-   Linux - Server (
-   -   Software RAID issue with a RHEL 4 server (

Vanyel 08-28-2007 03:23 PM

Software RAID issue with a RHEL 4 server
Under RHEL 4, I'm confused over a software RAID issue, but I'll need to give a little detail first.

I have two servers, Larry and Moe.

Each one has 2 disks in a RAID 1 (mirror) configuration.

Someone else was tasked with making Larry and Moe identical, as Moe is just a spare machine. They messed up and Moe was an incomplete copy. It would boot, but didn't function right and things were missing. Then this became my task.

I removed one drive from Larry and one drive from Moe, placed the Moe drive in Larry, and then used Ghost for Linux to clone Larry's good drive to the drive from Moe.

So Larry is fine as ever, and Moe functions perfectly too, on one drive, which thinks it's part of a broken RAID 1. We'll call this Drive A.
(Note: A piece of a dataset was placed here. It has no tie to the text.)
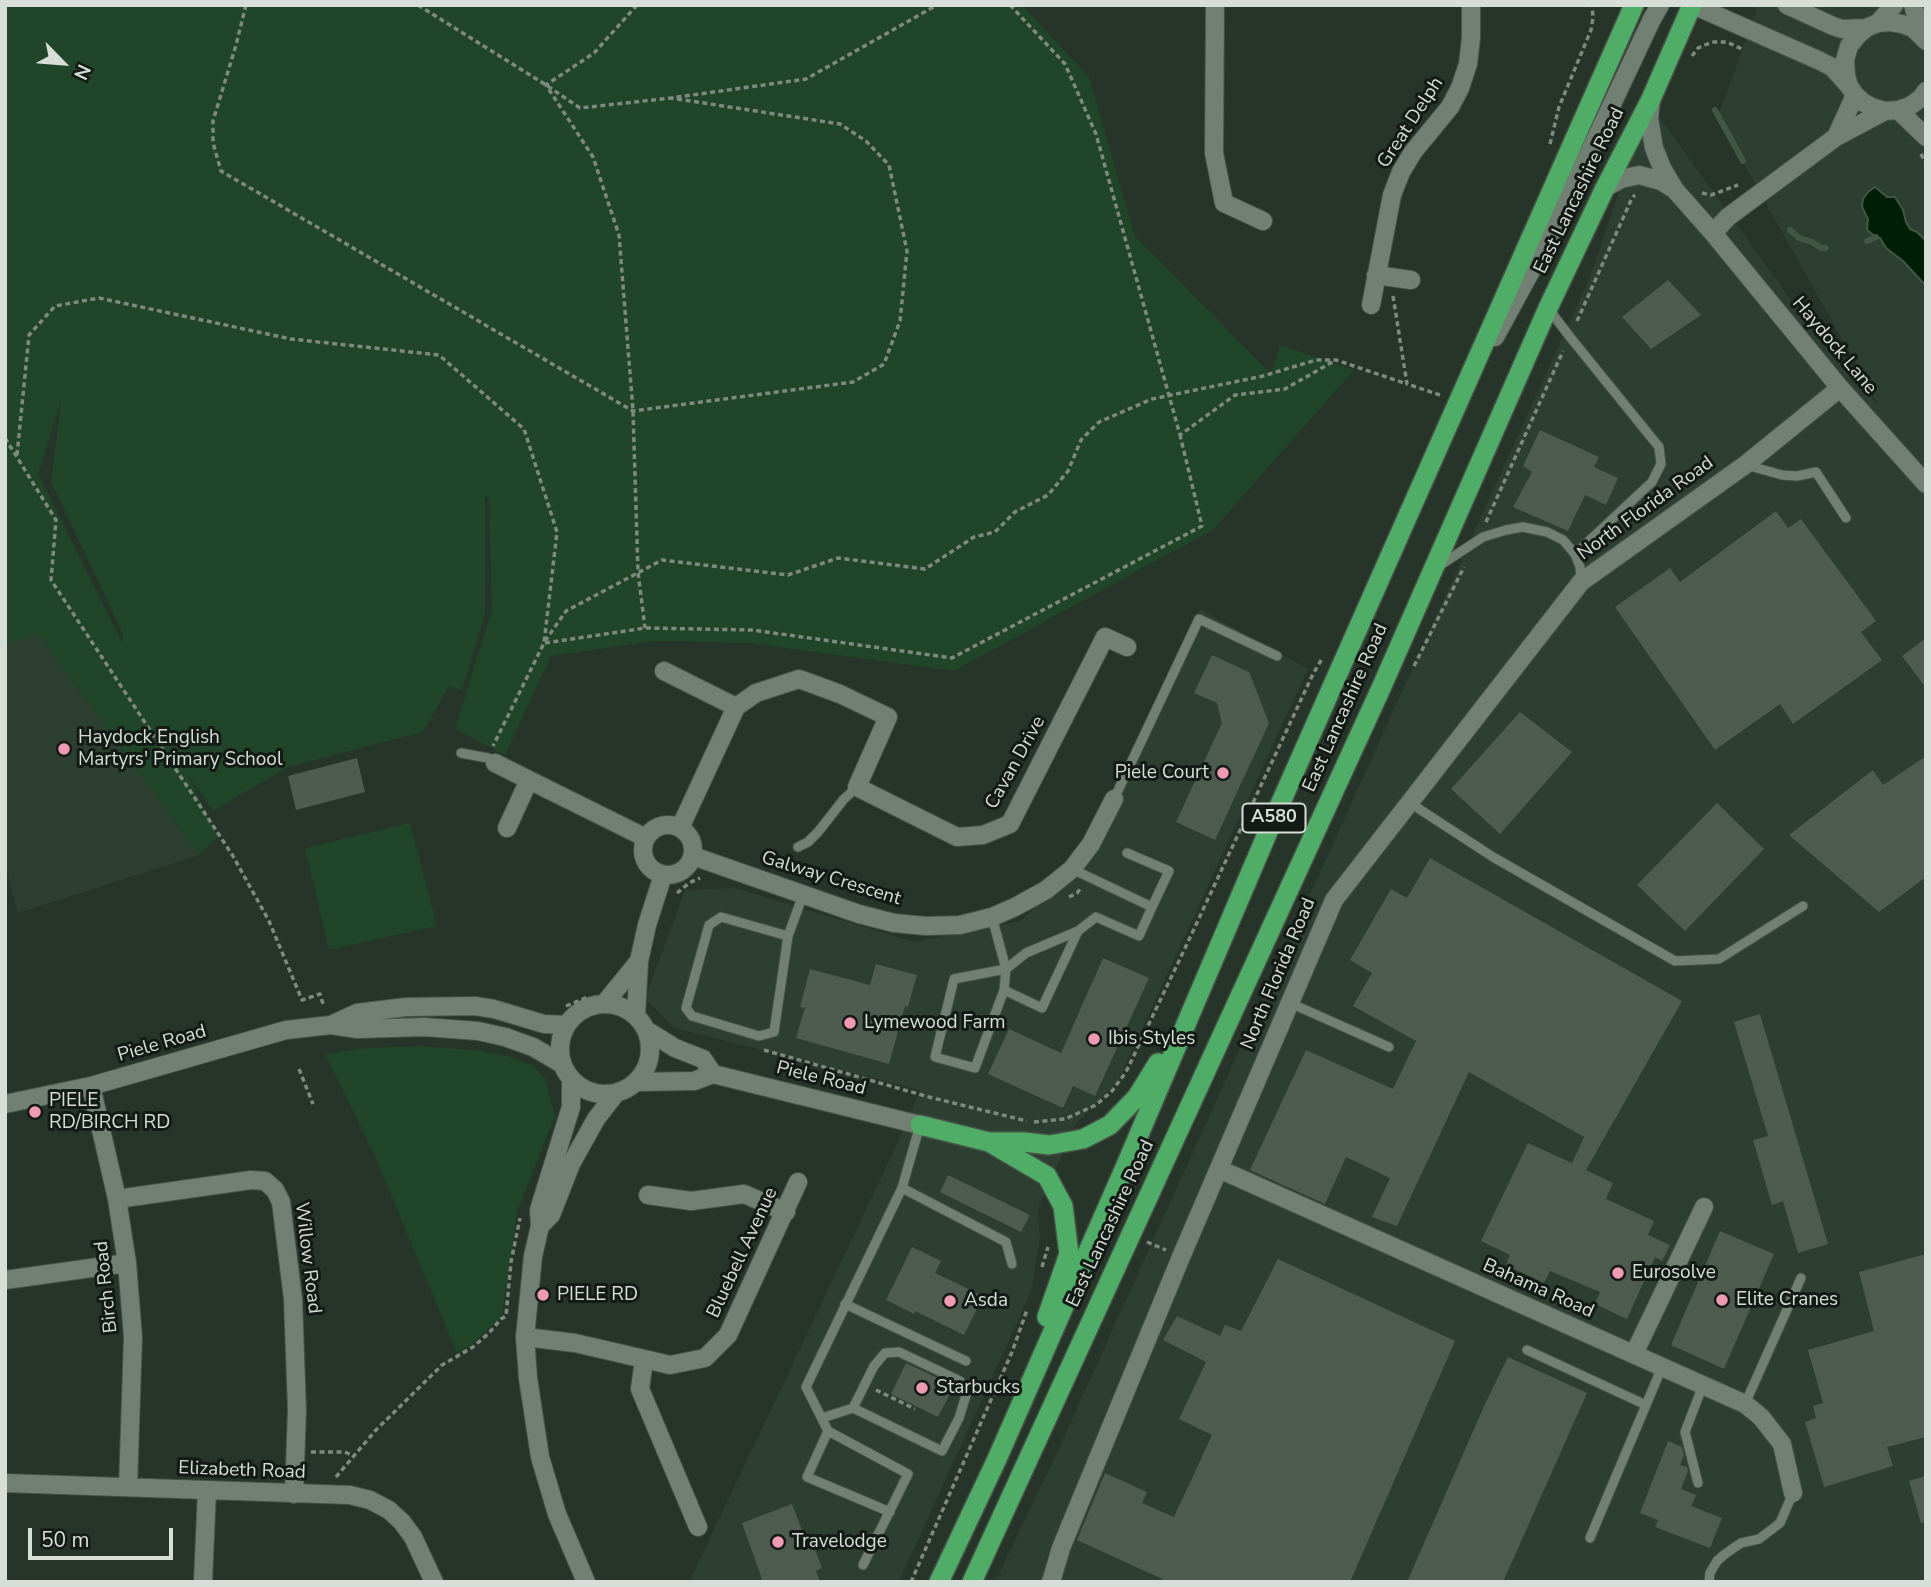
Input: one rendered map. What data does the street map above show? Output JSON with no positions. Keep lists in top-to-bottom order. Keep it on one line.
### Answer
{"streets":{"highway":["East Lancashire Road","A580"],"street":["Great Delph","Haydock Lane","North Florida Road","Cavan Drive","Galway Crescent","Piele Road","Bluebell Avenue","Willow Road","Birch Road","Bahama Road","Elizabeth Road"]},"crossings":[["East Lancashire Road","Haydock Lane"],["Haydock Lane","North Florida Road"],["North Florida Road","Bahama Road"],["Piele Road","Birch Road"],["Willow Road","Birch Road"],["Willow Road","Elizabeth Road"],["Birch Road","Elizabeth Road"]],"places":["Haydock English Martyrs' Primary School","Piele Court","Lymewood Farm","Ibis Styles","PIELE RD/BIRCH RD","Eurosolve","PIELE RD","Elite Cranes","Asda","Starbucks","Travelodge"],"scale_bar":"50 m","north":"bottom right"}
MY QUESTION IS - if I put back Moe's other drive (Drive B), which is a member of the previous RAID with the bad installation, how do I make sure Drive A is dominant and wipes out/rebuilds itself onto Drive B? I don't want Drive B to come up on boot and then rebuild it's damaged self onto the good Drive A! Haven't done much with software RAID before and in the past I was always adding a blank drive into the mix, never one that already has System Software and could be a potential "competitor".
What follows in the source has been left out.